The records sit below. Return every line in them that holds the word "solid".

Extracted material:
_ _ _

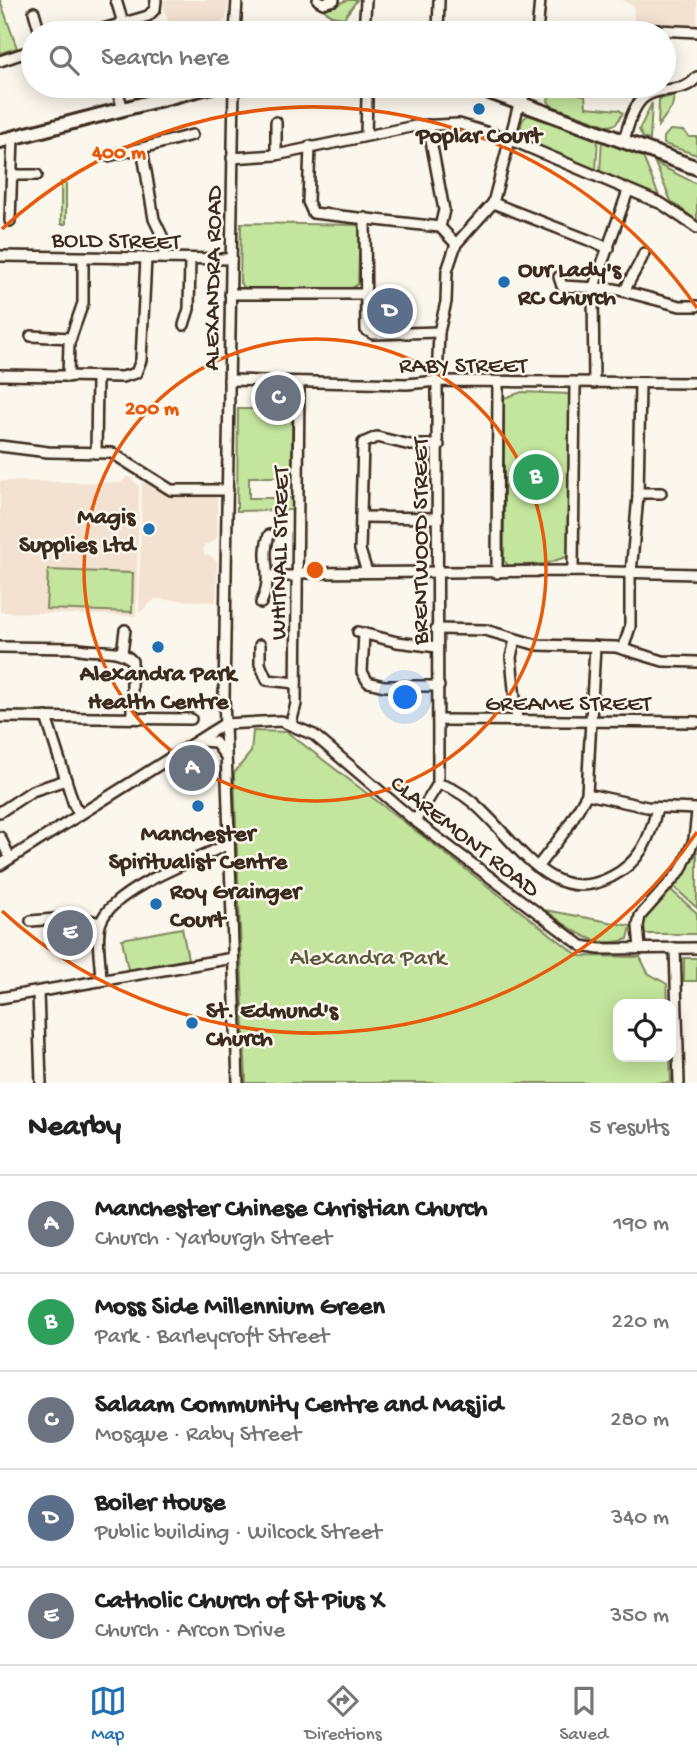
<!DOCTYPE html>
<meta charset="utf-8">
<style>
body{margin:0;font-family:"Gochi Hand",sans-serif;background:#f2f2f2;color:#222}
.controls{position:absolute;right:21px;bottom:21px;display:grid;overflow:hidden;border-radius:14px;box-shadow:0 4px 18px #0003}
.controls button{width:63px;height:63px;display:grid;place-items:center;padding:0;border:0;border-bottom:2px solid #e0e0e0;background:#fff;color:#222;font:35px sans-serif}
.you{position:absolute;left:406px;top:698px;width:24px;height:24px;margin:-18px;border:5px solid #fff;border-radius:50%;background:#1a73e8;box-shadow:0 0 0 10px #1a73e833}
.badge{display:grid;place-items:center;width:46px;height:46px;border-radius:50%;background:#1f6fb2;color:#fff;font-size:23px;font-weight:700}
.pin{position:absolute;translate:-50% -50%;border:4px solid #fff;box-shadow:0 2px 7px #0006}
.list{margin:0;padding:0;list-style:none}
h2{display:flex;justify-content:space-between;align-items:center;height:91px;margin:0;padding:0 28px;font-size:30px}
h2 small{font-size:23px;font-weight:400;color:#767676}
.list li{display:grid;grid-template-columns:46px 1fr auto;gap:21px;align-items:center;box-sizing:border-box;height:98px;padding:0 28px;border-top:2px solid #e0e0e0}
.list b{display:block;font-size:26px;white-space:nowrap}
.list p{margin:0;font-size:23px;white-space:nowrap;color:#767676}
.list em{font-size:23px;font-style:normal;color:#767676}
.icon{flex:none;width:38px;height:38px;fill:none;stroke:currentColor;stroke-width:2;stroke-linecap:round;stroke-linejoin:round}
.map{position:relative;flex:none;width:697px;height:1083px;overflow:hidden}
.search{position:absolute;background:#fff;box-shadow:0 4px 18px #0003;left:21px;right:21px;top:21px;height:77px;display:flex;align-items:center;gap:18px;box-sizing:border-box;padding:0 24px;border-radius:38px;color:#767676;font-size:26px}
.sheet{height:581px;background:#fff}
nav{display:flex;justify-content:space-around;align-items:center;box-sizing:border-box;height:98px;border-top:2px solid #e0e0e0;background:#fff;font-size:19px;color:#767676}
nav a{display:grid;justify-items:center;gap:4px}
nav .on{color:#1f6fb2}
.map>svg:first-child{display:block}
.built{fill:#f3e1d1}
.green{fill:#c4e59e;stroke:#80885e;stroke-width:2}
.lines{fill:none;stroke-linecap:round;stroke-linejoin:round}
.minor-casing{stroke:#3b2a1e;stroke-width:14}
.major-casing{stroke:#3b2a1e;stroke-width:18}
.minor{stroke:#fbf7ec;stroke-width:9}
.major{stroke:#fbf7ec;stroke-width:12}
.ring{fill:none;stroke:#e8590c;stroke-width:3.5}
.poi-dot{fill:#1f6fb2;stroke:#fbf7ec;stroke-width:2.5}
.labels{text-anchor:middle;stroke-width:5;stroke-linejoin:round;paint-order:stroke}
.poi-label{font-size:24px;font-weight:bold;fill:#3b2a1e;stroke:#fbf7ec}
.street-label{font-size:24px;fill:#3b2a1e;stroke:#fbf7ec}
.park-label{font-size:24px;fill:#5d593e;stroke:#fbf7ec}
.centre{fill:#e8590c;stroke:#fbf7ec;stroke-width:3.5}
.ring-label{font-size:21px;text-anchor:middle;font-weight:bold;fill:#e8590c;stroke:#fbf7ec;stroke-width:5;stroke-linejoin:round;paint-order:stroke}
</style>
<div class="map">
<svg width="697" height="1083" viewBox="0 0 697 1083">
<rect width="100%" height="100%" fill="#fbf7ec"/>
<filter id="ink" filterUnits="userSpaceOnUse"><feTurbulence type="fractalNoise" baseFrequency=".0143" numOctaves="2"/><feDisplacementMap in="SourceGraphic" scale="14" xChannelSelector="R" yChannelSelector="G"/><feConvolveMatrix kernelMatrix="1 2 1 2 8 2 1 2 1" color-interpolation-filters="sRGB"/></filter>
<g filter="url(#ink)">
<g class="built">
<path d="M162,0h67l-3,19 -6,6 -50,3z"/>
<path d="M622,0h75v25l-63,-4v-15z"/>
<path d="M128,476l11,10 -3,130 -136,-4v-131l121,2z"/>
<path d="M142,483h8l19,12 48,2v41l-7,6h-6v11h6l7,7 -1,40 -61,-3 -16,14z"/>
</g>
<g class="green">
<path d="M0,0l17,48 -17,5z"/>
<path d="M348,0h9l-13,18 -12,-2 -9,-7z"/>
<path d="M552,86l25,3 1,5 7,1 1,12 33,3 4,3 -7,11 -7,2 -57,-20 -4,-5z"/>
<path d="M674,96l-2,11 -14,19 1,-27z"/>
<path d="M652,103l-2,37 -7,-2 -4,-8z"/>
<path d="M528,115l70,22 -2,34 -72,-31c-2,-8 -7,-18 4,-25z"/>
<path d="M670,130l14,1 5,6h8v18l-33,-11v-7z"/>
<path d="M602,139l41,18 16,39 -59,-24z"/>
<path d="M655,163l42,21v37l-26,-20z"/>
<rect x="61" y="182" width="5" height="42"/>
<path d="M241,223l116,2 3,4 -2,55 -6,4h-107l-5,-5z"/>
<path d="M522,392l47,2v162l-24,8 -36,2 -5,-5v-163z"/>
<path d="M238,409h54v68h-43v21h43v12l-55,1z"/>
<path d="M48,570l85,3 -1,39 -86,-3z"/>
<path d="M253,731l34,1 292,224 61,1 8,16 19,11 1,20h-50v53h52l1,26h-425l-12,-310 17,-21z"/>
<path d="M697,853v55l-23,-21z"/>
<path d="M671,890l26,23v21h-53c-6,-21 14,-31 27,-44z"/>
<path d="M545,910l86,16 -3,13c-33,12 -58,-11 -83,-29z"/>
<path d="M182,928l6,31 -60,11 -6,-31z"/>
<rect x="684" y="958" width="13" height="23"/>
</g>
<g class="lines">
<defs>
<g id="minor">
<path d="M116,0l7,23"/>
<path d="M318,0l5,3 11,-3"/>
<path d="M34,12l6,21"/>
<path d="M638,29l59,3"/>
<path d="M89,33l59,-17 7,-7 1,-9"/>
<path d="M235,33l2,-33"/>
<path d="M364,33l2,-33"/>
<path d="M438,33l1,-33"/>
<path d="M537,33l3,-33"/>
<path d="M0,61l33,-11"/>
<path d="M116,86l7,23"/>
<path d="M234,86l-10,611 14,386"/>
<path d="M370,88v-2"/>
<path d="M276,122v33"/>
<path d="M428,125l16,85 -4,17"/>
<path d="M366,135l1,-38"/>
<path d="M624,140c4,-13 8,-31 18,-41 16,-15 41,-3 55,-22"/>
<path d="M310,146l-2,56 5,11 127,14 16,17"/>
<path d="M108,156l34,-8"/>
<path d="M232,158l44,-3 139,-29 44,-2 50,15 153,65 35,24"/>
<path d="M12,175h25"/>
<path d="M493,203l116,45"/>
<path d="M365,218l1,112 7,4 66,-2"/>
<path d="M10,221l3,-84"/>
<path d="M0,256l231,3"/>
<path d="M164,258v-18l-10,-21 -12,-71 50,-13"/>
<path d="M559,277l3,9 53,3 65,17h17"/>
<path d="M625,291c5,-14 14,-24 19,-38"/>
<path d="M230,294h134"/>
<path d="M184,325l5,-16 1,-50"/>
<path d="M31,336l40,2"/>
<path d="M0,375l122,2 14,-4 5,-13 5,-102"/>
<path d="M68,377l1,-34 14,-40v-45"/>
<path d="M229,380l178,4 30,-3 260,2"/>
<path d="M594,383l-1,-94 35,-98"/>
<path d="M0,446l48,6 64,1 59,37h57"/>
<path d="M96,453l1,-76"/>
<path d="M638,493h23"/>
<path d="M361,517l77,1"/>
<path d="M573,571l2,-188"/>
<path d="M367,572l-7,-22 3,-107 14,-6 33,8h29"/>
<path d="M297,573l276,-2 124,3"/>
<path d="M497,573l1,-191"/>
<path d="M631,573l7,-77 2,-113"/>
<path d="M270,576h27"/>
<path d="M261,603c14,-30 -1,-41 8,-68"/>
<path d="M436,629l49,1 52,15 79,2 47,14 34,1"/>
<path d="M358,632l39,10 40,5"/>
<path d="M364,634l-2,38 6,10 16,4h55"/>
<path d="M515,640l-4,17 6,64"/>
<path d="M260,645v19l7,16 29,3"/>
<path d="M0,647l76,1c18,6 44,-2 56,13v57"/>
<path d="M623,649l7,-22v-54"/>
<path d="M122,653l3,-23"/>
<path d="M0,717l191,2"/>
<path d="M46,717l28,88 6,9"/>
<path d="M438,720l259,2"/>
<path d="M291,723l5,-19 3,-322"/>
<path d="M199,741l16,1 9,12"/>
<path d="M438,784c62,12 96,133 173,93 30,-15 39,-39 46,-69"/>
<path d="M587,794l60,13 50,2"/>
<path d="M0,812l32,-21 34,-11"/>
<path d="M415,821l23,-37 -1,-403 2,-49 7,-30 1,-31 9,-27 37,-41 25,-95 11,-22"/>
<path d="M0,837l10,21"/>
<path d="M0,865l224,-141 57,-3 33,14 101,86 167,125 17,3 98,-1"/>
<path d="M538,866l28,-36 21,-36 8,-148"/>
<path d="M31,921l47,-4 22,6"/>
<path d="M640,948l-2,-22 2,-10 41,-46 13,-30 3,-28"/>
<path d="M675,948l4,135"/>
<path d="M101,981c0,-17 -6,-44 0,-59 12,-33 96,-63 128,-78"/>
<path d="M38,992l3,91"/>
<path d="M0,998l233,-40"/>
</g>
<g id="major">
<path d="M473,86l224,82"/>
<path d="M0,141l212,-55"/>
</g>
</defs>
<use href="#minor" class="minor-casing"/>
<use href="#major" class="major-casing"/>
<use href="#minor" class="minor"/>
<use href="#major" class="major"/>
</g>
</g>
<g class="ring">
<circle cx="315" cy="570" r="231"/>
<path d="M697 832A463 463 0 0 1 2 911M2 229A463 463 0 0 1 697 308"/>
</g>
<g class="poi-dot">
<circle cx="479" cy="109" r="7"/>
<circle cx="504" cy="282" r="7"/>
<circle cx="149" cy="529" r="7"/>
<circle cx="158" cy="647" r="7"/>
<circle cx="198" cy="806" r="7"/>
<circle cx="156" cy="904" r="7"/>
<circle cx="192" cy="1023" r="7"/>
</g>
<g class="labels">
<g class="poi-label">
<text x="479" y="142">Poplar Court</text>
<text x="518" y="276" text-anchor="start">Our Lady's<tspan x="518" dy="28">RC Church</tspan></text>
<text x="135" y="523" text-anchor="end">Magis<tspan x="135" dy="28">Supplies Ltd</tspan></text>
<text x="158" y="680">Alexandra Park<tspan x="158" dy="28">Health Centre</tspan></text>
<text x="198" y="840">Manchester<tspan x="198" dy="28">Spiritualist Centre</tspan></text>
<text x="170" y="898" text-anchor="start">Roy Grainger<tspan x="170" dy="28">Court</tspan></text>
<text x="206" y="1017" text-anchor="start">St. Edmund's<tspan x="206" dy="28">Church</tspan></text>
</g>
<g class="street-label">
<text transform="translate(116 239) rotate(1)" y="8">BOLD STREET</text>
<text transform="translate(211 278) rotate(-89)" y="8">ALEXANDRA ROAD</text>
<text x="463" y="372">RABY STREET</text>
<text transform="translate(419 541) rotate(-90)" y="8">BRENTWOOD STREET</text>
<text transform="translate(278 553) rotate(-89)" y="8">WHITNALL STREET</text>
<text x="568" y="710">GREAME STREET</text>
<text transform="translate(466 835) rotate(38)" y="8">CLAREMONT ROAD</text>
</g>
<g class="park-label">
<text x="368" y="964">Alexandra Park</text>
</g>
</g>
<circle cx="315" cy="570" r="10" class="centre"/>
<g class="ring-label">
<text x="119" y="158">400 m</text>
<text x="152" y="414">200 m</text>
</g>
</svg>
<div class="controls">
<button><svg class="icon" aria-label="locate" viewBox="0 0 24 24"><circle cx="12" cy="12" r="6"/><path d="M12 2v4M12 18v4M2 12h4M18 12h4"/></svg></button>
</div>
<div class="you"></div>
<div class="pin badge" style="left:192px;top:768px;background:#6b7280">A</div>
<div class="pin badge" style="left:536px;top:477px;background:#2e9e5b">B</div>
<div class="pin badge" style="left:278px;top:398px;background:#6b7280">C</div>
<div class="pin badge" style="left:390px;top:311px;background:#5c6f8a">D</div>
<div class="pin badge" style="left:70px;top:933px;background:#6b7280">E</div>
<div class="search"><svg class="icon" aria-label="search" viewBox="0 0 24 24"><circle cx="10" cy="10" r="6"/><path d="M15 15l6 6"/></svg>Search here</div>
</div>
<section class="sheet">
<h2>Nearby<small>5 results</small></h2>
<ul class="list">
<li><span class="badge" style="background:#6b7280">A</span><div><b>Manchester Chinese Christian Church</b><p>Church · Yarburgh Street</p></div><em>190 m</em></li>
<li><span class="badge" style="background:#2e9e5b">B</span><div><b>Moss Side Millennium Green</b><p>Park · Barleycroft Street</p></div><em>220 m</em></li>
<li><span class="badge" style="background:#6b7280">C</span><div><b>Salaam Community Centre and Masjid</b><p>Mosque · Raby Street</p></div><em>280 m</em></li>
<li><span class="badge" style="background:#5c6f8a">D</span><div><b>Boiler House</b><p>Public building · Wilcock Street</p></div><em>340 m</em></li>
<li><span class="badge" style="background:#6b7280">E</span><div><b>Catholic Church of St Pius X</b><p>Church · Arcon Drive</p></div><em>350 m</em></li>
</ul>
</section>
<nav>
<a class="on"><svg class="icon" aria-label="map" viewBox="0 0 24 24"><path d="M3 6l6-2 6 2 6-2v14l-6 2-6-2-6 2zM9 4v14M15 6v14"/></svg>Map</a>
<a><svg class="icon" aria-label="directions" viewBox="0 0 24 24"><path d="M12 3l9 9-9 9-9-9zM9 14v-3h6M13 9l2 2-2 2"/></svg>Directions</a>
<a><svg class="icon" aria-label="saved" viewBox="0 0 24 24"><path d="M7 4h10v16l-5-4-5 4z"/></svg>Saved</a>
</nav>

_ _ _

Response area:
.controls button{width:63px;height:63px;display:grid;place-items:center;padding:0;border:0;border-bottom:2px solid #e0e0e0;background:#fff;color:#222;font:35px sans-serif}
.you{position:absolute;left:406px;top:698px;width:24px;height:24px;margin:-18px;border:5px solid #fff;border-radius:50%;background:#1a73e8;box-shadow:0 0 0 10px #1a73e833}
.pin{position:absolute;translate:-50% -50%;border:4px solid #fff;box-shadow:0 2px 7px #0006}
.list li{display:grid;grid-template-columns:46px 1fr auto;gap:21px;align-items:center;box-sizing:border-box;height:98px;padding:0 28px;border-top:2px solid #e0e0e0}
nav{display:flex;justify-content:space-around;align-items:center;box-sizing:border-box;height:98px;border-top:2px solid #e0e0e0;background:#fff;font-size:19px;color:#767676}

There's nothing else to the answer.